Thank you for responding to my question with helpful advice. I will not go to counseling with my husband, as he will forever be a victim and blame me. It’s a vicious cycle I won’t expose myself to anymore. I have tried that route several times with him and he is emotionally abusive. I am not safe to go to counseling with him. I have learned to set boundaries and am much stronger now. I try to be supportive of him, but I am tired of it. My daughter, who is 16, is tired of it also. We arrived at our up-north cottage only to turn around because he had been using. It was a four hour drive. It gets old.
Hi Carrrie1. I can hear the angst and frustration, all the feelings of vulnerability when dealing with your husband’s illness. This one short post is packed with emotion and topics so critical to dealing with Substance Use Disorder (SUD):
1) Anger and the myriad deep feelings that drive our actions,
2) boundaries, and
3) a topic not often discussed, victimhood
What is difficult to see when we are in the chaos is how connected and intertwined these topics are, and how to make sense of it all.

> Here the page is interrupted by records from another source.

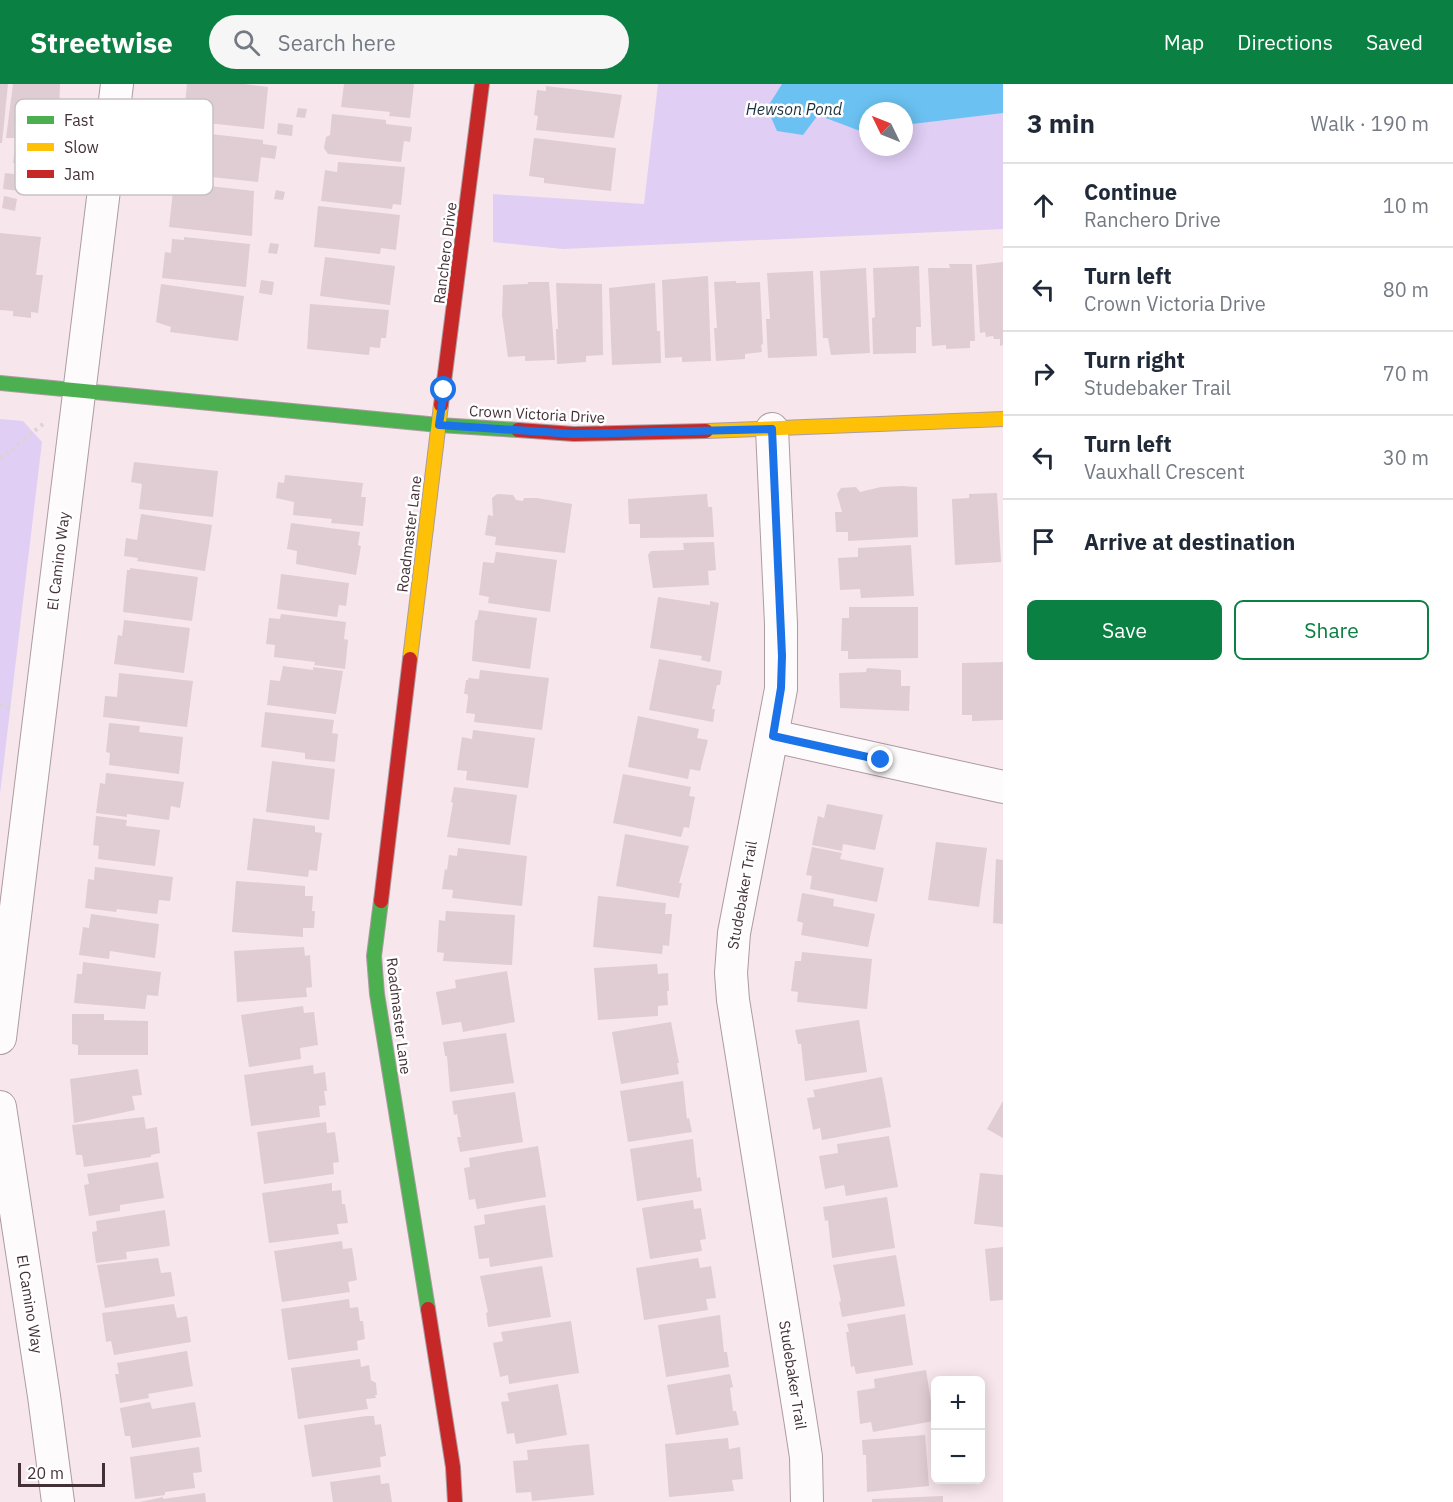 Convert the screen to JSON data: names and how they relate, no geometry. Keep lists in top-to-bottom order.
{
  "streets": {
    "street": [
      "Ranchero Drive",
      "Crown Victoria Drive",
      "Roadmaster Lane",
      "El Camino Way",
      "Studebaker Trail"
    ]
  },
  "crossings": [
    ["Ranchero Drive", "Crown Victoria Drive"],
    ["Ranchero Drive", "Roadmaster Lane"],
    ["Crown Victoria Drive", "Roadmaster Lane"],
    ["Crown Victoria Drive", "El Camino Way"],
    ["Crown Victoria Drive", "Studebaker Trail"]
  ],
  "water": ["Hewson Pond"],
  "legend": ["Fast", "Slow", "Jam"],
  "scale_bar": "20 m",
  "north": "top left",
  "page": {
    "header": "Streetwise",
    "search": "Search here",
    "nav": ["Map", "Directions", "Saved"],
    "heading": ["3 min", "Walk · 190 m"],
    "list": [
      ["Continue", "Ranchero Drive", "10 m"],
      ["Turn left", "Crown Victoria Drive", "80 m"],
      ["Turn right", "Studebaker Trail", "70 m"],
      ["Turn left", "Vauxhall Crescent", "30 m"],
      "Arrive at destination"
    ],
    "buttons": ["Save", "Share"],
    "map_buttons": ["+", "−"],
    "scale": "20 m"
  }
}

You and your daughter are both exhausted by the vicious cycle and the lack of change: that’s a feeling very familiar to me and, I’m sure, everyone on the Allies website. Although each situation differs, we are a community that shares similar feelings, reactions, and circumstances. You are sooo not alone.
When emotions grab the wheel
One gift that I have learned on my journey with my Loved One (LO), is that my emotions play a huge part in driving my behavior. This is true of both the welcomed feelings like love, empathy, and compassion; and the feelings I dread experiencing, like anger, hate and frustration. In my early days of dealing with SUD (and I guess life in general), avoiding, pushing down and escaping the difficult feelings was the way I dealt with them. Unfortunately (and also fortunately) once SUD reared its ugly head, these skills of avoidance did not work well. Pushing these feelings down just made me angrier. I began to react to situations by lashing out—with accusations, tears, pleading, blaming. Sometimes I was passive aggressive; at other times I took a more authoritative stance. My reactions tended to push my LO away from me, and very rarely did I see positive change.

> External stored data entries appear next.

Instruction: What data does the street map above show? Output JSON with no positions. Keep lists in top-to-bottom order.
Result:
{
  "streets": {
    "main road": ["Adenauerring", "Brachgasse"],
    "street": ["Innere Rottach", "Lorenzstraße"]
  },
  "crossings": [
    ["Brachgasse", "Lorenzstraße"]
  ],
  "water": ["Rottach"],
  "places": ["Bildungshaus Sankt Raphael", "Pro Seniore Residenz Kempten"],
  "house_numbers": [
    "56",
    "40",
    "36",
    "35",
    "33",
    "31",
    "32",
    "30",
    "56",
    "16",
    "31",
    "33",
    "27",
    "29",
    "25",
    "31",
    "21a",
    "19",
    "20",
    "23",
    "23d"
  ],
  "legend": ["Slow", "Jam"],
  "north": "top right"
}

On the other hand, there are emotions we invite in and wish wouldn’t go away. I don’t know about you, but I found that “good” feelings can also wreak havoc when one is dealing with SUD. There were times when I would become so overcome with anger that I would just give up and walk away for awhile. Over time, feelings of compassion and caring would take over. When that happened, I softened and was susceptible to thinking that maybe the event itself was enough for my LO to start to change. I was not good at maintaining healthy boundaries. I’m sure you can imagine how ineffective that was!
The problem was that my emotions were driving my behavior, and the result was a pattern that both my LO and I were trapped in. So while my hard, drastic, desperate responses were unproductive, the same was true of my relaxed, hope-for-the-best responses, even though they felt loving and understanding. I was getting nowhere, except deeper and deeper into a hole.
You can’t wish your feelings away…
I think because of this, I worked really hard at not feeling too good or too bad. I didn’t want to feel tricked by my feelings of love and care only to come crashing down with feelings of despair when things spiraled out of control again. That all changed, however, when a wise woman, Pam Rickard, an ultimate marathoner and person in long-term recovery told me, “You have to feel your feelings. Every one of them. The good and the bad. You’re human and there is purpose in your feelings.”
I would encourage you to go to Module 7 and watch the videos there. This module is all about managing difficult emotions. And difficult emotions include both positive and negative feelings. It just seems as though it’s the negative feelings we must wrangle with first.
Module 7 points out that pushing feelings away just lets them build up, until eventually they emerge in negative ways. The suggestion here is to let those feelings (and thoughts) flood in. Just like Pam said, “feel your feelings.” What’s important, is not to react to the feelings. Maybe just acknowledge them.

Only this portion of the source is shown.